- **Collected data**
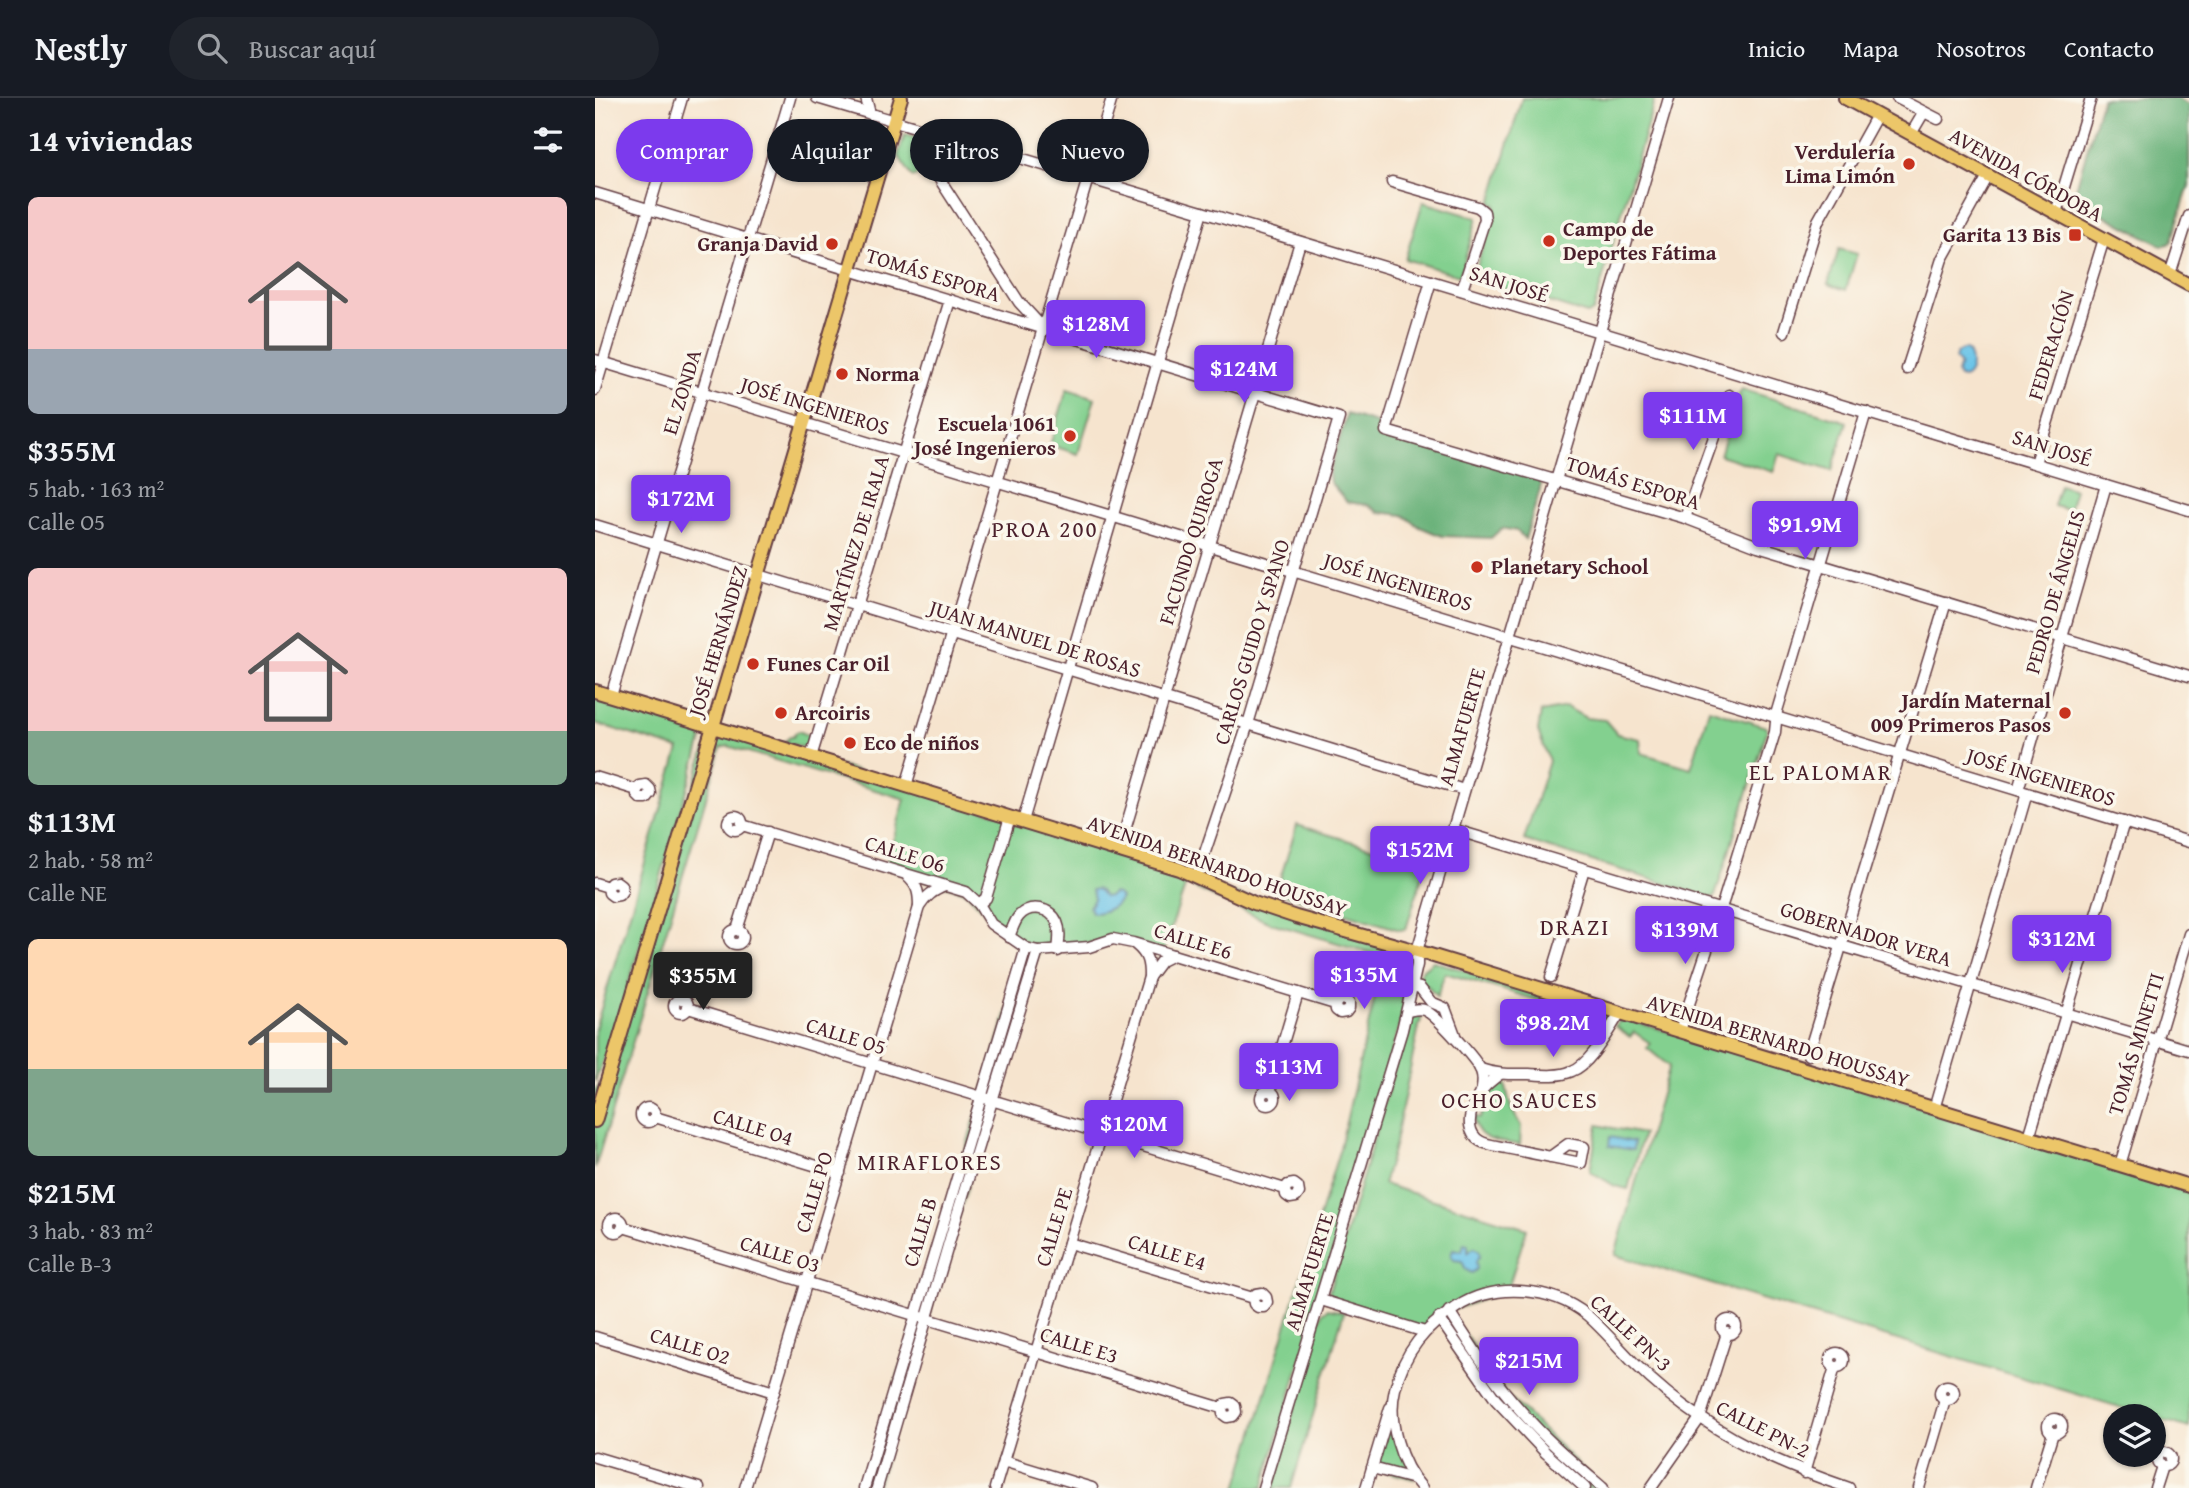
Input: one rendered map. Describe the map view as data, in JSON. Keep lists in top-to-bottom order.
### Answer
{
  "streets": {
    "main road": ["AVENIDA CÓRDOBA", "JOSÉ HERNÁNDEZ", "AVENIDA BERNARDO HOUSSAY"],
    "street": [
      "TOMÁS ESPORA",
      "SAN JOSÉ",
      "FEDERACIÓN",
      "EL ZONDA",
      "JOSÉ INGENIEROS",
      "FACUNDO QUIROGA",
      "MARTÍNEZ DE IRALA",
      "PEDRO DE ÁNGELIS",
      "JUAN MANUEL DE ROSAS",
      "CARLOS GUIDO Y SPANO",
      "ALMAFUERTE",
      "CALLE O6",
      "GOBERNADOR VERA",
      "CALLE E6",
      "CALLE O5",
      "TOMÁS MINETTI",
      "CALLE O4",
      "CALLE PO",
      "CALLE PE",
      "CALLE B",
      "CALLE E4",
      "CALLE O3",
      "CALLE PN-3",
      "CALLE E3",
      "CALLE O2",
      "CALLE PN-2"
    ]
  },
  "crossings": [
    ["AVENIDA CÓRDOBA", "FEDERACIÓN"],
    ["TOMÁS ESPORA", "SAN JOSÉ"],
    ["TOMÁS ESPORA", "EL ZONDA"],
    ["TOMÁS ESPORA", "FACUNDO QUIROGA"],
    ["TOMÁS ESPORA", "MARTÍNEZ DE IRALA"],
    ["TOMÁS ESPORA", "PEDRO DE ÁNGELIS"],
    ["TOMÁS ESPORA", "JOSÉ HERNÁNDEZ"],
    ["TOMÁS ESPORA", "CARLOS GUIDO Y SPANO"],
    ["TOMÁS ESPORA", "ALMAFUERTE"],
    ["SAN JOSÉ", "FEDERACIÓN"],
    ["SAN JOSÉ", "FACUNDO QUIROGA"],
    ["SAN JOSÉ", "PEDRO DE ÁNGELIS"],
    ["SAN JOSÉ", "ALMAFUERTE"],
    ["EL ZONDA", "JOSÉ INGENIEROS"],
    ["EL ZONDA", "JUAN MANUEL DE ROSAS"],
    ["EL ZONDA", "AVENIDA BERNARDO HOUSSAY"],
    ["JOSÉ INGENIEROS", "FACUNDO QUIROGA"],
    ["JOSÉ INGENIEROS", "MARTÍNEZ DE IRALA"],
    ["JOSÉ INGENIEROS", "PEDRO DE ÁNGELIS"],
    ["JOSÉ INGENIEROS", "JOSÉ HERNÁNDEZ"],
    ["JOSÉ INGENIEROS", "CARLOS GUIDO Y SPANO"],
    ["JOSÉ INGENIEROS", "ALMAFUERTE"],
    ["FACUNDO QUIROGA", "JUAN MANUEL DE ROSAS"],
    ["FACUNDO QUIROGA", "AVENIDA BERNARDO HOUSSAY"],
    ["MARTÍNEZ DE IRALA", "JUAN MANUEL DE ROSAS"],
    ["MARTÍNEZ DE IRALA", "AVENIDA BERNARDO HOUSSAY"],
    ["PEDRO DE ÁNGELIS", "AVENIDA BERNARDO HOUSSAY"],
    ["PEDRO DE ÁNGELIS", "GOBERNADOR VERA"],
    ["JUAN MANUEL DE ROSAS", "JOSÉ HERNÁNDEZ"],
    ["JUAN MANUEL DE ROSAS", "CARLOS GUIDO Y SPANO"],
    ["JUAN MANUEL DE ROSAS", "ALMAFUERTE"],
    ["JOSÉ HERNÁNDEZ", "AVENIDA BERNARDO HOUSSAY"],
    ["CARLOS GUIDO Y SPANO", "AVENIDA BERNARDO HOUSSAY"],
    ["ALMAFUERTE", "AVENIDA BERNARDO HOUSSAY"],
    ["ALMAFUERTE", "GOBERNADOR VERA"],
    ["CALLE O6", "CALLE E6"],
    ["CALLE O6", "CALLE B"],
    ["AVENIDA BERNARDO HOUSSAY", "TOMÁS MINETTI"],
    ["GOBERNADOR VERA", "TOMÁS MINETTI"],
    ["CALLE E6", "CALLE B"],
    ["CALLE O5", "CALLE PO"],
    ["CALLE O5", "CALLE PE"],
    ["CALLE O5", "CALLE B"],
    ["CALLE O4", "CALLE PO"],
    ["CALLE PO", "CALLE O3"],
    ["CALLE PO", "CALLE O2"],
    ["CALLE PE", "CALLE E4"],
    ["CALLE PE", "CALLE E3"],
    ["CALLE B", "CALLE O3"],
    ["CALLE B", "CALLE E3"],
    ["CALLE O3", "CALLE E3"],
    ["CALLE PN-3", "CALLE PN-2"]
  ],
  "districts": [
    "PROA 200",
    "EL PALOMAR",
    "DRAZI",
    "OCHO SAUCES",
    "MIRAFLORES"
  ],
  "places": {
    "other": [
      "Verdulería Lima Limón",
      "Campo de Deportes Fátima",
      "Granja David",
      "Norma",
      "Escuela 1061 José Ingenieros",
      "Planetary School",
      "Funes Car Oil",
      "Arcoiris",
      "Jardín Maternal 009 Primeros Pasos",
      "Eco de niños"
    ],
    "transit": ["Garita 13 Bis"]
  },
  "page": {
    "header": "Nestly",
    "search": "Buscar aquí",
    "nav": [
      "Inicio",
      "Mapa",
      "Nosotros",
      "Contacto"
    ],
    "heading": "14 viviendas",
    "chip": [
      "Comprar",
      "Alquilar",
      "Filtros",
      "Nuevo"
    ],
    "list": [
      {
        "name": "$355M",
        "note": "5 hab. · 163 m² · Calle O5"
      },
      {
        "name": "$113M",
        "note": "2 hab. · 58 m² · Calle NE"
      },
      {
        "name": "$215M",
        "note": "3 hab. · 83 m² · Calle B-3"
      }
    ],
    "price": [
      "$128M",
      "$124M",
      "$111M",
      "$172M",
      "$91.9M",
      "$152M",
      "$139M",
      "$312M",
      "$135M",
      "$355M",
      "$98.2M",
      "$113M",
      "$120M",
      "$215M"
    ]
  }
}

- **EXERCISE DESCRIPTION**
For the string "HERNÁNDEZ", show each line of the entries above where it occurs.

- **EXPECTED ANSWER**
    "main road": ["AVENIDA CÓRDOBA", "JOSÉ HERNÁNDEZ", "AVENIDA BERNARDO HOUSSAY"],
    ["TOMÁS ESPORA", "JOSÉ HERNÁNDEZ"],
    ["JOSÉ INGENIEROS", "JOSÉ HERNÁNDEZ"],
    ["JUAN MANUEL DE ROSAS", "JOSÉ HERNÁNDEZ"],
    ["JOSÉ HERNÁNDEZ", "AVENIDA BERNARDO HOUSSAY"],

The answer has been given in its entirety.